Learn how to calculate your FIRE number. Financial independence and early retirement (FIRE) is a lifestyle growing in popularity. And this is unsurprising: Who would not want to live a life free of mandatory work? However, despite the FIRE movement, many people still overestimate how much money they need to say ‘goodbye’ to the nine-to-five work life.
Monethalia’s aim is to make FIRE accessible to everyone and this includes dispelling the myths about the need for millions of pounds (or dollars). My FIRE number (amount needed to be financially independent) is £350,000 and below you can find out your number.
To ensure Monethalia stays free of charge, this post contains affiliate links.
What is financial independence early retirement (FIRE)?
Being financially independent means that you possess a sufficient amount of money to never work again in your life. Thus, you are not dependent on making money. Instead, you can quit your job and retire early.
How to calculate your FIRE number
The 4% rule
The most popular way to calculate the amount of money needed to achieve FIRE (your FIRE number) is the 4% rule. It is based on the results of the Trinity Study which concluded that it is safe to withdraw 4% per year from an investment portfolio without ever depleting it.
However, there are a number of limitations to this:
- The withdrawal rate is based on historical data
- The study only observed a limited time frame of 30 years
- Even the study authors conclude that a more cautious approach is warranted
- Your life, your circumstances and your future are unique
Limitations do not mean the 4% rule is useless. It does mean that you have to be attentive and should not blindly follow guides.
More flexible withdrawal rules
Monevator recently published a brilliant article on choosing safe withdrawal rates. In summary, the article advocates that your withdrawal rate should depend on a number of variables:
- How long your portfolio needs to last
- What you are invested in
- Success rate or risk tolerance
Based on this, most of us should end up with a long-term withdrawal rate of somewhere between 3% and 4%.
Calculate your fire number
Once you know your safe withdrawal rate, you can calculate how much money you need. The easiest approach is to base this on your annual expenses. Annual expenses are defined as your total annual spending.
- Multiply monthly expenses by 12 to obtain annual expenses
- Divide annual expenses by your safe withdrawal rate (0.03 for 3% or 0.04 for 4%)
- The result is your FIRE number
This is a simplified calculation that assumes your annual expenses will stay the same, no matter what happens.
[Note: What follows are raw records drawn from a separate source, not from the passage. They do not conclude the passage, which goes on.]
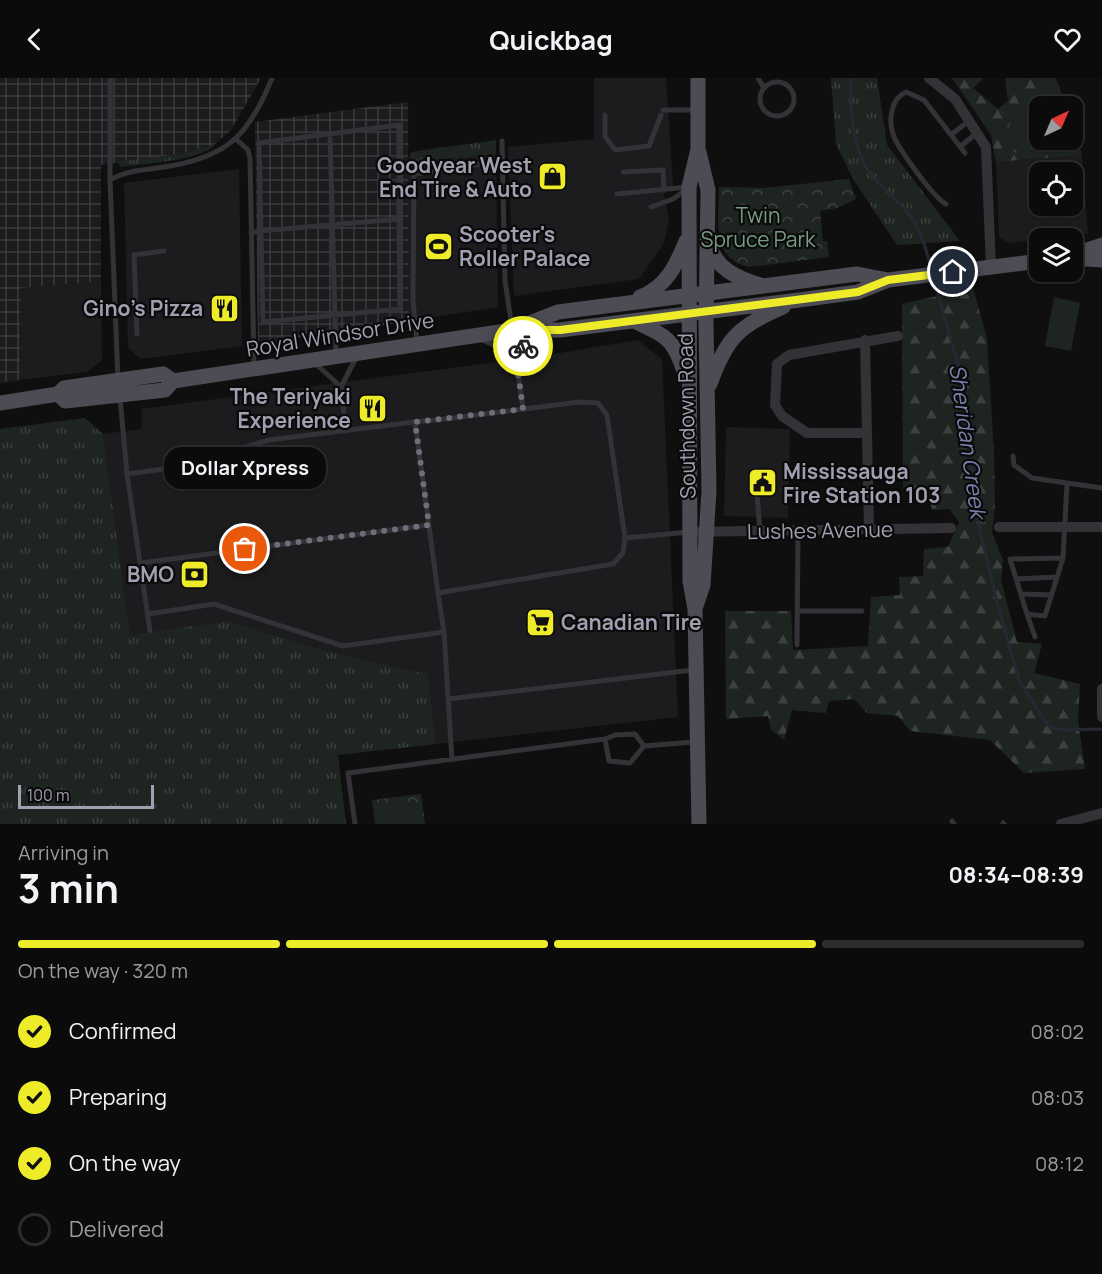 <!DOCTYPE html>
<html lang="en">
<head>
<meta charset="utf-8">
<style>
	:root { --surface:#0c0b0c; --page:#1a191a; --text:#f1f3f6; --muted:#9a9b9d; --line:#2c2b2d; --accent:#eeec29 }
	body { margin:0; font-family:Manrope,sans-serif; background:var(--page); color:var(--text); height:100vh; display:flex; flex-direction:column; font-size:22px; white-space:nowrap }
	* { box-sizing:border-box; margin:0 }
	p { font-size:20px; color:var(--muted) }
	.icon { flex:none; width:33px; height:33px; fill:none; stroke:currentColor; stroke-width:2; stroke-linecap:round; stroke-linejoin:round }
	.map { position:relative; height:746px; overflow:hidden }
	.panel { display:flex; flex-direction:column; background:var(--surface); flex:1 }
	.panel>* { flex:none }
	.needle { width:39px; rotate:44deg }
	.tools { position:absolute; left:1029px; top:18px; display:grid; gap:12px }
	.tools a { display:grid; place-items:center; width:54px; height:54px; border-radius:12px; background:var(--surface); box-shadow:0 2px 4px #0004,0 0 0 2px var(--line); font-size:30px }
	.scale { position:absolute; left:18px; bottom:15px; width:136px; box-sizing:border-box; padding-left:6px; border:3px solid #a1a0b1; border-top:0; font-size:16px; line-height:21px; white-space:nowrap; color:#a1a0b1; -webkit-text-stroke:4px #0b0a0b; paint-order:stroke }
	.pin { position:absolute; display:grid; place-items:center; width:51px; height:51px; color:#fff; margin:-26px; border:3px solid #fff; border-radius:50%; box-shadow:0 2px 6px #0007 }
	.courier { position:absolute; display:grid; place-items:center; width:60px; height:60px; margin:-30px; border:4px solid #eeec29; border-radius:50%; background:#fff; color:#222; box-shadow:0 2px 8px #0007 }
	.bubble { position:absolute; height:42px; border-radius:18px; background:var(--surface); box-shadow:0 2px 4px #0004,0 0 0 2px var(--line); font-size:20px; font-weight:700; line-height:42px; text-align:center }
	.headline em { font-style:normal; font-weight:700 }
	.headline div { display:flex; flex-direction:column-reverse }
	.headline { display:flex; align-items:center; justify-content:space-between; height:102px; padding:0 18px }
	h1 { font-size:39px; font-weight:700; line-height:45px }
	.bar { display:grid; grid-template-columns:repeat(4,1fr); gap:9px 6px; align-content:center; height:72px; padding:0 18px }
	.bar i { height:8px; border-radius:4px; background:var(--line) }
	.bar .selected { background:var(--accent) }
	.bar p { grid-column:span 4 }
	ol { padding:0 18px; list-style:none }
	li { display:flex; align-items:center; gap:18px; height:66px }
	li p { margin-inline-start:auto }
	li .icon { padding:6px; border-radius:50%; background:var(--accent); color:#111; stroke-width:4 }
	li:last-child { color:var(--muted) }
	li i { width:33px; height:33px; border:3px solid var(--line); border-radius:50% }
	header { display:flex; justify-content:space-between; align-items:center; height:78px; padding:0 18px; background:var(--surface); font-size:27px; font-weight:700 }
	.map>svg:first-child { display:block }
	.built { fill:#1c1b1d; fill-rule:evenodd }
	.industrial { fill:url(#industrial-grid) }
	.grass { fill:url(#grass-tufts) }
	.forest { fill:url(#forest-firs) }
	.park { fill:url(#park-crowns) }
	.pitch { fill:#1e2521 }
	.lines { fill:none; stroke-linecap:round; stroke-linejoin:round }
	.stream { stroke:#262934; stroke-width:3 }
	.lane { stroke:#333237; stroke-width:5 }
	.street { stroke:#333237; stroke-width:10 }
	.primary { stroke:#4d4c54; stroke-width:15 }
	.done { stroke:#6e6d79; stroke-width:6; stroke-dasharray:0 10.8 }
	.route { stroke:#eeec29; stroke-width:8 }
	.labels { text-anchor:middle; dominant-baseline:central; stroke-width:4.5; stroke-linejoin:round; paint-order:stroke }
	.poi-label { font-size:21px; font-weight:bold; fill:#a1a0b1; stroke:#0b0a0b; text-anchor:end }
	.park-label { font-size:21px; fill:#779c86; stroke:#0b0a0b }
	.street-label { font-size:21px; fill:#a1a0b1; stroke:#0b0a0b }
	.water-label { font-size:22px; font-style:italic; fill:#7782ad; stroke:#0b0a0b }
</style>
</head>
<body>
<header><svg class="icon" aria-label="back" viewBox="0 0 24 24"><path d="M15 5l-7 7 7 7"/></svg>Quickbag<svg class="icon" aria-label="heart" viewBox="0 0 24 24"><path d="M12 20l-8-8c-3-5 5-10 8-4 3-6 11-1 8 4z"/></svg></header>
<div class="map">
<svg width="1102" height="746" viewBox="0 0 1102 746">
	<defs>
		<pattern id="industrial-grid" width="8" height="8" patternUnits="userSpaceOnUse" patternTransform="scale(1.5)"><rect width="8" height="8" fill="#1c1b1d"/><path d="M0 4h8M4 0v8" fill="none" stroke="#3a393b"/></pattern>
		<pattern id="grass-tufts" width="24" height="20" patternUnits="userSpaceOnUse" patternTransform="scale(1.5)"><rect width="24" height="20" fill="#1e2521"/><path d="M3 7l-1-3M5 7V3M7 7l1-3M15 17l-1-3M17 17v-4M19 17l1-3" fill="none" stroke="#3c413f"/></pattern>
		<pattern id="forest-firs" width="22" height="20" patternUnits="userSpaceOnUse" patternTransform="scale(1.5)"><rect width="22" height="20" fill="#1e2521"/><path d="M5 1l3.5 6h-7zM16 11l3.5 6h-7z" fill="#3c413f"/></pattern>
		<pattern id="park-crowns" width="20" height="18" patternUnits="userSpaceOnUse" patternTransform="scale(1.5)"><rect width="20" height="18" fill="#1e2521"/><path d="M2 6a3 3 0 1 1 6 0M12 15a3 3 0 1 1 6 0" fill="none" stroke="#3c413f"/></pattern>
	</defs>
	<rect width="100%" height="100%" fill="#100f10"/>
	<path class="built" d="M594,0H666L673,107L664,116L669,141L664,165L639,201L514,218L508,69L594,61Z
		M496,76L498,229L409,243L408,85Z
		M1082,77L1088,156L1008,165L999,159L996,84ZM1040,94H1072V128H1040Z
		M239,91L242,268L141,281L128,270L124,105Z
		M101,203L102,282L87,294L20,302L21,210Z
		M638,262L662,281L678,639L436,666L428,596L330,574L228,543L130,557L103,356L142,351L141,331L542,278Z
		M726,349L790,351L788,440L724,438Z"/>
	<path class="industrial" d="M0,0H261L231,52L214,67L181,76L101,87V203L21,210L20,302L0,305Z
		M408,24L409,243L258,267L255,44Z"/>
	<path class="grass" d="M831,0H877L887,67L960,163L897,167L853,101L836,66Z
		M496,62V76L408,85L411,74Z
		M214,67C203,82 141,86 121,89L117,84L181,76Z
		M85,340L103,356L130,557L228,543L330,574L428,596L436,666L338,677L346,746H0V351Z"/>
	<path class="forest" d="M952,0H984L973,10L998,31L1008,23L1005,0H1056L1066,28H1040V62H1072L1073,49L1082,77L996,84L991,57Z
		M973,210L987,261L994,376L995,427L992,455L1003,482L1001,502L1017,564L1042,566L1034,595L1080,606L1078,643L1085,691L1024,695L990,662L910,653L898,638L867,635L854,621L829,623L826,635L792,632L784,662L771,652L768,638L726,641L725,533H791L793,572L868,568L871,519L900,517L899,499L923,498L924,471L948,469L959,444L949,431L932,432L928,412L903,410L902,226Z"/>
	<path class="park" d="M1045,19L1048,28H1040V62H1058L1014,75L1001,32Z
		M849,101L856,121L837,130L820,133L823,163H827L829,179L749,189C710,181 719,140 719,109L764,110Z
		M421,716L425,746H375L372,722Z"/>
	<path class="pitch" d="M1039,26V42L1013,51L1008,37Z
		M1039,47L1040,62H1044L1019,70L1014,56Z
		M1054,219L1080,225L1071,273L1045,268Z
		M412,723L415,738L382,743L380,728Z"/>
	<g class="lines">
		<path class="stream" d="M851,0C850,29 852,65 867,91C878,108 895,119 908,135C921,151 926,171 931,190
			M934,203L963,304L965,340L980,453L996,520L1019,603L1049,649L1063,652L1102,651"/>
		<path class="lane" d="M110,0V102L118,302
			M758,0L764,10
			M760 21a17 17 0 1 1 34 0a17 17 0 1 1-34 0Z
			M663,32H698
			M605,37V58L615,72L649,68L661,37
			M330,56L336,276
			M952,56L970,42
			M236,61L248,72L250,80L254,289
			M502,63L505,203L512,250
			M961,68L978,54
			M623,94L663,92L664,112
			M110,102C127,92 145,92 164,89C226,80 249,58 272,0
			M617,116L688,109
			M946,126C933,119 901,74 894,59C888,44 890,21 906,14L924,22L965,75
			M651,129L673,121L687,111
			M251,155L260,153L399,141L400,231L263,244L259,65L399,47V141
			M137,256L134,177L164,173
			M480,261L505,272L517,288
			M417,264L413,222L414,96L501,83
			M315,285L341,309
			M120,320L127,396L150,553
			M523,331L517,288L531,255
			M346,353L341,309L357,278
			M1013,378L1014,387L1032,400L1102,410
			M127,396L209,385L232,373L269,362L422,343L437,342L579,324L598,325L607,337L625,460L623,475L613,486L601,488L438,515L415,344
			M757,417L760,453
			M625,460L689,454
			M1063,480L1010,481L1027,536L1045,538L1063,480L1067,406
			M141,485L429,447
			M1016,501L1057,499
			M438,515L444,554L452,682
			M1021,516L1052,517
			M798,533H862
			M148,536L214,526L343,568L444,554
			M1027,536L1035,559
			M797,567L798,453
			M448,621L693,592
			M644,668L694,664
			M952,743L954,746
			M1003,745L1004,746
			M355,746L348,695L605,661L615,657L635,656L644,668L630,685L609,683L605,661"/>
		<path class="street" d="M929,0L955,21L986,69L991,189
			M865,262L869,451
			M867,355H807L782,338L775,327L777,286L789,277L898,258
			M999,449H1102
			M690,454L951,450
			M1102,611V639
			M1061,746L1102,735"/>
		<path class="primary" d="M698,0V71L689,109L690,503L695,531L699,746
			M709,166C716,191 737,200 760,207
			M1072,177L1102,167
			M1072,180L1102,182
			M640,219C666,209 676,188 686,163
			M634,243C667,259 673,259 685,296
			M522,248L558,234L857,196L888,202
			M710,306C727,259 738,249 783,229
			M58,316L65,323L165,312L173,303
			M0,325L58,316L64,310L163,296L173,303L512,252H560L799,222L858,214L888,202L1040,183
			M696,528L703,507L709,413L706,247L708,112L699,74"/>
	</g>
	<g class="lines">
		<path class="done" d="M245,471L429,447L415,344L523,331L517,288L523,268"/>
		<path class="route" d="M523,268L533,252H560L858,214L888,202L953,194"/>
	</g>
	<defs>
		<symbol id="shop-square" viewBox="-11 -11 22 22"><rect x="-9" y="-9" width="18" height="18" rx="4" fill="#eeec29" stroke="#0b0a0b"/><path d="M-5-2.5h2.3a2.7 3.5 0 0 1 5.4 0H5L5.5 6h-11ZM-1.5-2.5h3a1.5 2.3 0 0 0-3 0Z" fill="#111"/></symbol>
		<symbol id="stadium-square" viewBox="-11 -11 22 22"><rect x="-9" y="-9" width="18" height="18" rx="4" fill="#eeec29" stroke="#0b0a0b"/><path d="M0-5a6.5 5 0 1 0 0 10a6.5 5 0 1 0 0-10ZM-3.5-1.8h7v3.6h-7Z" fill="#111"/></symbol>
		<symbol id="restaurant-square" viewBox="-11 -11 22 22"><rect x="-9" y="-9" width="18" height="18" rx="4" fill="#eeec29" stroke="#0b0a0b"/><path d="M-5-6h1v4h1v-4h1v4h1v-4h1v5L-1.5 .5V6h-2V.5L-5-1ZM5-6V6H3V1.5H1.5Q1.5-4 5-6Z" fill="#111"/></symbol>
		<symbol id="civic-square" viewBox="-11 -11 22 22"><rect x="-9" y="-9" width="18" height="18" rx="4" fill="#eeec29" stroke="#0b0a0b"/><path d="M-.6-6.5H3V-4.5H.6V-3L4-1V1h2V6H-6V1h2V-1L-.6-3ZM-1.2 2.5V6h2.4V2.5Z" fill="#111"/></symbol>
		<symbol id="bank-square" viewBox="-11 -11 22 22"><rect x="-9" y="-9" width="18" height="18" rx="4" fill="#eeec29" stroke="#0b0a0b"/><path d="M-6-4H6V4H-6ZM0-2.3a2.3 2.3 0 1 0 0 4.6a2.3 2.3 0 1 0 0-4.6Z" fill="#111"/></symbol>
		<symbol id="supermarket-square" viewBox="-11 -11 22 22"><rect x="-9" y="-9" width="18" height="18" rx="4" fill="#eeec29" stroke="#0b0a0b"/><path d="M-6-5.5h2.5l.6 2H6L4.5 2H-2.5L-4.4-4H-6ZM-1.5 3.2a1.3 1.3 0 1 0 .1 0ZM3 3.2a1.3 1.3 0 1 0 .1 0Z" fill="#111"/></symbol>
	</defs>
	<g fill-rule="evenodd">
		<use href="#shop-square" x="536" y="82" width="33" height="33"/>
		<use href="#stadium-square" x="422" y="152" width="33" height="33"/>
		<use href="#restaurant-square" x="208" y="214" width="33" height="33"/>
		<use href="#restaurant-square" x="356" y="314" width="33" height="33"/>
		<use href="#civic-square" x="746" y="388" width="33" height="33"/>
		<use href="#bank-square" x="178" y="480" width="33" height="33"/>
		<use href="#supermarket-square" x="524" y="528" width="33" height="33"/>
	</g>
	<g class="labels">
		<g class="poi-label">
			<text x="532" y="87">Goodyear West<tspan x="532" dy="24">End Tire &amp; Auto</tspan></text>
			<text x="459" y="156" text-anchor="start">Scooter's<tspan x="459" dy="24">Roller Palace</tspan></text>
			<text x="203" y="230">Gino's Pizza</text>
			<text x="351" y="318">The Teriyaki<tspan x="351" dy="24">Experience</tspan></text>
			<text x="783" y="393" text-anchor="start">Mississauga<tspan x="783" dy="24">Fire Station 103</tspan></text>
			<text x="174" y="496">BMO</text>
			<text x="561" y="544" text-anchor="start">Canadian Tire</text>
		</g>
		<g class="park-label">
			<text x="758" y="137">Twin<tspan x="758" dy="24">Spruce Park</tspan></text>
		</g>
		<g class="street-label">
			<text transform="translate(340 256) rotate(-9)">Royal Windsor Drive</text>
			<text transform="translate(686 338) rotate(-91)">Southdown Road</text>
			<text transform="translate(820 452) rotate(-1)">Lushes Avenue</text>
		</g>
		<g class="water-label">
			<text transform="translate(968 363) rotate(82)">Sheridan Creek</text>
		</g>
	</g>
</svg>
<div class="tools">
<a><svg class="needle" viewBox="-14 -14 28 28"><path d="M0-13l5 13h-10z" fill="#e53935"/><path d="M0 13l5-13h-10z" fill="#9a9b9d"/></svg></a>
<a><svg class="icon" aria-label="locate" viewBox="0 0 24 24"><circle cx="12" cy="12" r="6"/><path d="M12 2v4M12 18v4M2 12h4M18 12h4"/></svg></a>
<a><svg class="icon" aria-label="layers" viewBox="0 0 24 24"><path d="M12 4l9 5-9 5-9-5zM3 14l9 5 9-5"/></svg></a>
</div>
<div class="scale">100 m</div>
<div class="pin" style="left:245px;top:471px;background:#ea580c"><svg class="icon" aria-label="bag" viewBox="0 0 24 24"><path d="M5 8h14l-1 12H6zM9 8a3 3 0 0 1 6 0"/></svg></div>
<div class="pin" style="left:953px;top:194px;background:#1f2937"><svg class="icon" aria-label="home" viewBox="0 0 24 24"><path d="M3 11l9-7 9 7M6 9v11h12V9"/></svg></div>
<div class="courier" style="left:523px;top:268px"><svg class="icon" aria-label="bike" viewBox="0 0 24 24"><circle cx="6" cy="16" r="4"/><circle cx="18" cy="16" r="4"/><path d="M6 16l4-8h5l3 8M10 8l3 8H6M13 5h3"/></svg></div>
<div class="bubble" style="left:164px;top:369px;width:162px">Dollar Xpress</div>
</div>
<section class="panel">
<div class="headline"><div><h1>3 min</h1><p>Arriving in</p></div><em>08:34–08:39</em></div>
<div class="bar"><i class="selected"></i><i class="selected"></i><i class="selected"></i><i></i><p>On the way · 320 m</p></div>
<ol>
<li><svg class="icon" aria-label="check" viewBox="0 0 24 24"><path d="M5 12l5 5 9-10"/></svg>Confirmed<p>08:02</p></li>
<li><svg class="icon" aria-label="check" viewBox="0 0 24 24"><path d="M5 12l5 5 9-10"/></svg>Preparing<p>08:03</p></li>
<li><svg class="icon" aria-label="check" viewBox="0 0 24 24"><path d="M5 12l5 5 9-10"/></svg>On the way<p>08:12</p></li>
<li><i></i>Delivered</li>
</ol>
</section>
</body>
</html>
To account for differences, simply use your future expected annual expenses instead of your current expenses.
If you are not interested in reaching FIRE, you can work out the amount of savings you should have at your age and use this as your target.
FIRE calculators are there to help with calculating your FIRE number. These will give you a more individualised number.
There are several different calculators available:
Networthify is a very simple calculator. It is ideal for beginners and those who quickly want to check their progress. You can adjust your safe withdrawal rate under “more options”. However, its biggest drawback is that you cannot distinguish between current and future expenses.
This effectively renders the calculator useless for those who aim to drastically change their lifestyle after reaching financial independence.
Playing with FIRE
Playing with FIRE is a calculator similar to Networthify. The key difference is that it accounts for asset allocation. Whereas you have to manually calculate your average interest for the Networthify calculator, Playing with FIRE does the job for you.
On the downside, it is less useful if you want to use a safe withdrawal rate other than 4%.
The Millennial Money FIRE calculator uses dollars as currency. You can just ignore the currency symbol as the underlying calculation remains the same regardless of your currency.
This calculator has the advantage that it takes into account any side income you may make post-FIRE. This is important if you have passive income sources like a blog or rental property. You can also enter set future expenses, for example, if you want to pay for your children’s university education.
Other than that it is fairly limited, although it is fun to play with the sliders.
FIRE Age is probably the most versatile FIRE calculator. It does not care about your current expenses. Rather, it is based on future expenses and current savings. This avoids problems with differences between current and future expenses.
As the calculator is simple, it does not account for everything but it is still a useful tool.
The When Can I retire? calculator from Engaging Data looks daunting at first. However, if you progress through the rows from left to right, it is actually much simpler than it appears.
This calculator accounts for asset allocation and you can distinguish between stocks and bonds. Plus, it also allows you to distinguish between current and future annual expenses.
How to calculate your fire number summary
There are multiple ways to calculate your FIRE number. The traditional 4% rule, long seen as the gold standard, becomes increasingly replaced with other, more flexible methods.
To ensure you are on the right path, you can use one (or more) of multiple FIRE calculators. FIRE calculators have their limitations but are useful tools to gauge your progress and estimate your FIRE number.